[Collected data]
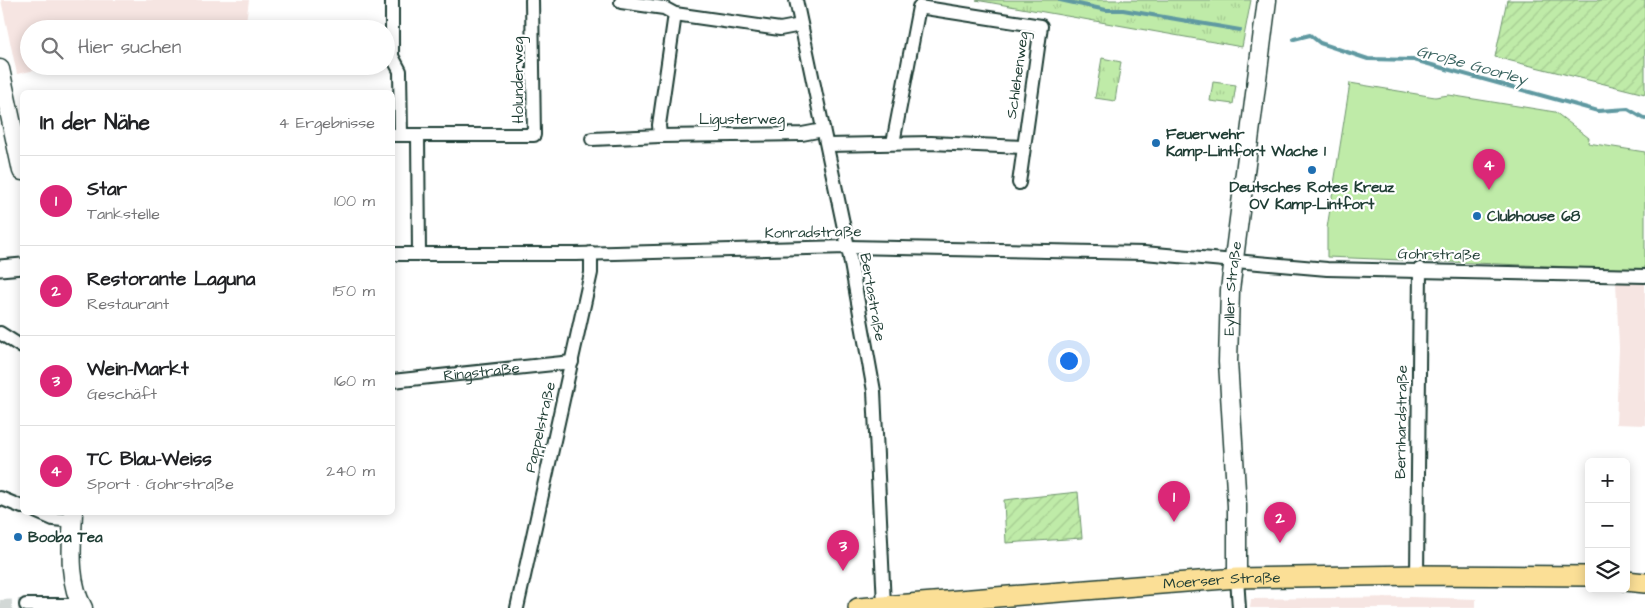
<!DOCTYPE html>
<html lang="de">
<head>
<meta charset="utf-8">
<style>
	body { margin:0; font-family:"Architects Daughter",sans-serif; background:#f6f6f6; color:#202124 }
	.controls { position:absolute; right:15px; bottom:15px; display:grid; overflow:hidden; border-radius:8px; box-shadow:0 2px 12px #0003 }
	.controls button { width:45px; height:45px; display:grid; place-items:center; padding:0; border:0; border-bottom:1px solid #e0e0e0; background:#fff; color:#202124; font:25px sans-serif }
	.you { position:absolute; left:1068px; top:360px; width:18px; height:18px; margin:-12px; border:4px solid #fff; border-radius:50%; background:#1a73e8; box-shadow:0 0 0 8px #1a73e833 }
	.badge { display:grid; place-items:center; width:32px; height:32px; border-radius:50%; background:#db2777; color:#fff; font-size:16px; font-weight:700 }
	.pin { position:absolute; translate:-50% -41px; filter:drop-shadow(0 1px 2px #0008) }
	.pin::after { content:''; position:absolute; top:26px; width:18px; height:15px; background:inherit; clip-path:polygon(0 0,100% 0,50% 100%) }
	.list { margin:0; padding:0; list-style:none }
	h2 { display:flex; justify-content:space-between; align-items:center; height:65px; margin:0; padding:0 20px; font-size:21px }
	h2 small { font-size:16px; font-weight:400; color:#757577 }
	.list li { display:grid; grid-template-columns:32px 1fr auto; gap:15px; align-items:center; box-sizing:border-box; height:90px; padding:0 20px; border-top:1px solid #e0e0e0 }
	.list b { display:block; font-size:19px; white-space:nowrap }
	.list p { margin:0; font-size:16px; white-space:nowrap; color:#757577 }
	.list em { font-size:16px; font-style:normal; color:#757577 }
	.icon { flex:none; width:28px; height:28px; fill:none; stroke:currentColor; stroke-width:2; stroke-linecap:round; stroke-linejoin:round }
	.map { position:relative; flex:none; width:1645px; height:608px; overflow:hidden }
	.search { position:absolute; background:#fff; box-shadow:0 2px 12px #0003; left:20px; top:20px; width:375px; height:55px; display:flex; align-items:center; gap:12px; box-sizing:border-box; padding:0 18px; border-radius:28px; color:#757577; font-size:19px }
	.panel { position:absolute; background:#fff; box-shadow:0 2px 12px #0003; left:20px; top:90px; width:375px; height:425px; border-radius:8px }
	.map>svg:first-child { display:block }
</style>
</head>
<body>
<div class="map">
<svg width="1645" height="608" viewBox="0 0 1645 608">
	<defs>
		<pattern id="grass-tufts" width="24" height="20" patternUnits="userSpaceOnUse" patternTransform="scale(1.25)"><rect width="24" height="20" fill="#bfeba8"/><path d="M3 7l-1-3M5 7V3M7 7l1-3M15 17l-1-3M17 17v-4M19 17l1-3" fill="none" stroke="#a4ca91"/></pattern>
		<pattern id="garden-furrows" width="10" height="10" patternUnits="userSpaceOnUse" patternTransform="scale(1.25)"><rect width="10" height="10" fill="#bfeba8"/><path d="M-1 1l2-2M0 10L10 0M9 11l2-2" fill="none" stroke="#a4ca91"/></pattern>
	</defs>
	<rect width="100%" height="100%" fill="#fff"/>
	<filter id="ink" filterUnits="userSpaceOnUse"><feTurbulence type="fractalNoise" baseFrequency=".02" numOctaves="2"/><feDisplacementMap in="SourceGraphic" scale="10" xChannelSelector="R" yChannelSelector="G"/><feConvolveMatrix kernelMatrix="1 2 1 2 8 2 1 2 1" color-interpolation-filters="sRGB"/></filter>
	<g filter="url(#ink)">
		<!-- built -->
		<g fill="#f6e5e2">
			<polygon points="1,0 249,0 245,29 29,29 29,66 53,66 17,74"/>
			<polygon points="1616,282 1645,284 1645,425 1616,424 1619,348"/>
			<polygon points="1410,597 1476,599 1476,608 1250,608 1251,599"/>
		</g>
		<!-- grass -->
		<g fill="url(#grass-tufts)" stroke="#6f946e">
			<polygon points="976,0 1251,0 1242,47"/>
			<polygon points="1102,58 1121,62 1115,101 1095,98"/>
			<polygon points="1213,82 1236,85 1233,104 1210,101"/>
		</g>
		<!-- garden -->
		<g fill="url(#garden-furrows)" stroke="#6f946e">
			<polygon points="1507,0 1645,0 1645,94 1495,57"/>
			<polygon points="1078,492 1082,538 1006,543 1004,500"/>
		</g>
		<!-- pitch -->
		<polygon fill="#bfeba8" stroke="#6f946e" points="1350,83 1435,97 1449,95 1555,112 1589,138 1588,143 1645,152 1645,270 1327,257 1327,228"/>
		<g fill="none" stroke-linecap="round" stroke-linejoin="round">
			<!-- stream -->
			<g stroke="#5f99a1" stroke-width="4">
				<polyline points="1060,0 1106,10 1123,10 1240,30"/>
				<polyline points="1294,39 1310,35 1320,43 1368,59 1414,60 1598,111 1628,109 1645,119"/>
			</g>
			<!-- minor-tunnel -->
			<polyline stroke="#d2d8d6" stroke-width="12" stroke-dasharray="12 6" stroke-linecap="butt" points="0,606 26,605"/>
			<defs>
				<g id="minor">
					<polyline points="392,0 392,56 400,71 401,135"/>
					<polyline points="796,0 848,247 874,391 884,605"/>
					<polyline points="621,2 664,8 675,14 780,29 801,25"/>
					<polyline points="392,135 534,135 532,0"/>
					<polyline points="418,135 419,254"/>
					<polyline points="660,136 659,125 675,14"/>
					<polyline points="592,139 660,136 802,134 823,130"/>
					<polyline points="893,143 919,7 1041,26 1019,183"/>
					<polyline points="827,145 931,143 1023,147"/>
					<polyline points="392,254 576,254 848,247 1144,253 1327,269 1645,276"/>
					<polyline points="0,333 22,347"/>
					<path id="s1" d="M 392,381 L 572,362"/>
					<polyline points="0,498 22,507"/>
					<polyline points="37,512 53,519 73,521"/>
					<polyline points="1417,575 1420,269"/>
					<polyline points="1237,578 1239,608"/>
					<polyline points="26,605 74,605"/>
					<polyline points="517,608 591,273 591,253"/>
				</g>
				<polyline id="tertiary" points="0,268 22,266"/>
				<g id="secondary">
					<polyline points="0,69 22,171"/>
					<path d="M 73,512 C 72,544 67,580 83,608"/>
					<path id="s2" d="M 1237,578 L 1237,506 L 1228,362 L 1230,290 L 1267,0"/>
				</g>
				<g id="primary">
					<polyline points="1626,581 1645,583"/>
					<path id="s3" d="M 858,608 L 1237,578 L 1417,575 L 1589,576"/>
				</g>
			</defs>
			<!-- minor casing -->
			<use href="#minor" stroke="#1f3d34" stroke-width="16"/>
			<!-- tertiary casing -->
			<use href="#tertiary" stroke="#1f3d34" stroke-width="19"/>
			<!-- secondary casing -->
			<use href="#secondary" stroke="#1f3d34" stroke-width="21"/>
			<!-- primary casing -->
			<use href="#primary" stroke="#1f3d34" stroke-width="22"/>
			<!-- minor -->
			<use href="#minor" stroke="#fff" stroke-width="12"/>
			<!-- tertiary -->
			<use href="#tertiary" stroke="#fff" stroke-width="15"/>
			<!-- secondary -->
			<use href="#secondary" stroke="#fff" stroke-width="18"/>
			<!-- primary -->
			<use href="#primary" stroke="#fbdf96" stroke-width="19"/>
		</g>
	</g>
	<!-- markers -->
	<g fill="#1f6fb2" stroke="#fff" stroke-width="2">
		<circle cx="1156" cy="143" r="5"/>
		<circle cx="1312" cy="170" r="5"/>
		<circle cx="1477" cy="216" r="5"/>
		<circle cx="18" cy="537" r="5"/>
	</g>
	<g text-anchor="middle" stroke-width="4.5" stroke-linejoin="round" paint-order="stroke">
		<!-- street labels -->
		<g font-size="15" fill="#1f3d34" stroke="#fff">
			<text transform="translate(1017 75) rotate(-82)" y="5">Schlehenweg</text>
			<text transform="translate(518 80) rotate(-90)" y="5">Holunderweg</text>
			<text x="742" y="124">Ligusterweg</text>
			<text transform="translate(813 232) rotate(-1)" y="5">Konradstraße</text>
			<text transform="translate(1439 254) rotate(1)" y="5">Gohrstraße</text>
			<text dy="5" stroke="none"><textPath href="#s2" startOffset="290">Eyller Straße</textPath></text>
			<text transform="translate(873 297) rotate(80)" y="5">Bertastraße</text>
			<text dy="5" stroke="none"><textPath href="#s1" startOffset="90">Ringstraße</textPath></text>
			<text transform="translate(1401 422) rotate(-89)" y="5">Bernhardstraße</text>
			<text transform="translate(540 427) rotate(-77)" y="5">Pappelstraße</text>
			<text dy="5" stroke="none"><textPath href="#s3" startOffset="365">Moerser Straße</textPath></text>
		</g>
		<!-- poi labels -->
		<g font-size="15" font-weight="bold" fill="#1f3d34" stroke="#fff" text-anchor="start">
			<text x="1166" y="139">Feuerwehr<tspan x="1166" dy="17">Kamp-Lintfort Wache 1</tspan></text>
			<text x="1312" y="192" text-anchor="middle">Deutsches Rotes Kreuz<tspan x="1312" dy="17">OV Kamp-Lintfort</tspan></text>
			<text x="1487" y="221">Clubhouse 68</text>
			<text x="28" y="542">Booba Tea</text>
		</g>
		<!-- water labels -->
		<g font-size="16" font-style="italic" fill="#3a6461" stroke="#fff">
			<text transform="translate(1472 64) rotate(15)" y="6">Große Goorley</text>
		</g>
	</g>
</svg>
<div class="controls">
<button>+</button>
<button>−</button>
<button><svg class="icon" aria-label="layers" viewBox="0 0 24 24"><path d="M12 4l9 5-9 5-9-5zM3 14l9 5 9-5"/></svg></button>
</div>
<div class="you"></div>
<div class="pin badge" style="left:1174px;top:522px">1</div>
<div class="pin badge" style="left:1280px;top:543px">2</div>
<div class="pin badge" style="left:843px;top:571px">3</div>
<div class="pin badge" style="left:1489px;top:190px">4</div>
<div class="search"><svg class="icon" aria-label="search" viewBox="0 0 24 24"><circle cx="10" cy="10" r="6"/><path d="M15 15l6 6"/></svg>Hier suchen</div>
<section class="panel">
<h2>In der Nähe<small>4 Ergebnisse</small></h2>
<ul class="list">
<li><span class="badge">1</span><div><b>Star</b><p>Tankstelle</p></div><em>100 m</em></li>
<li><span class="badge">2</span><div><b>Restorante Laguna</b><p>Restaurant</p></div><em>150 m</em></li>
<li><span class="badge">3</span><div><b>Wein-Markt</b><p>Geschäft</p></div><em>160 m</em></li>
<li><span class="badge">4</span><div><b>TC Blau-Weiss</b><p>Sport · Gohrstraße</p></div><em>240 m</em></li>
</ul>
</section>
</div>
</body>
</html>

**THE TASK**
Find the line with "position:absolute; translate:-50% -41px;" in the entries above. Retype it and each line after it, exactly, through the line with "margin:0; padding:0; list-style:none", and stop there.

**WRITTEN RESPONSE**
	.pin { position:absolute; translate:-50% -41px; filter:drop-shadow(0 1px 2px #0008) }
	.pin::after { content:''; position:absolute; top:26px; width:18px; height:15px; background:inherit; clip-path:polygon(0 0,100% 0,50% 100%) }
	.list { margin:0; padding:0; list-style:none }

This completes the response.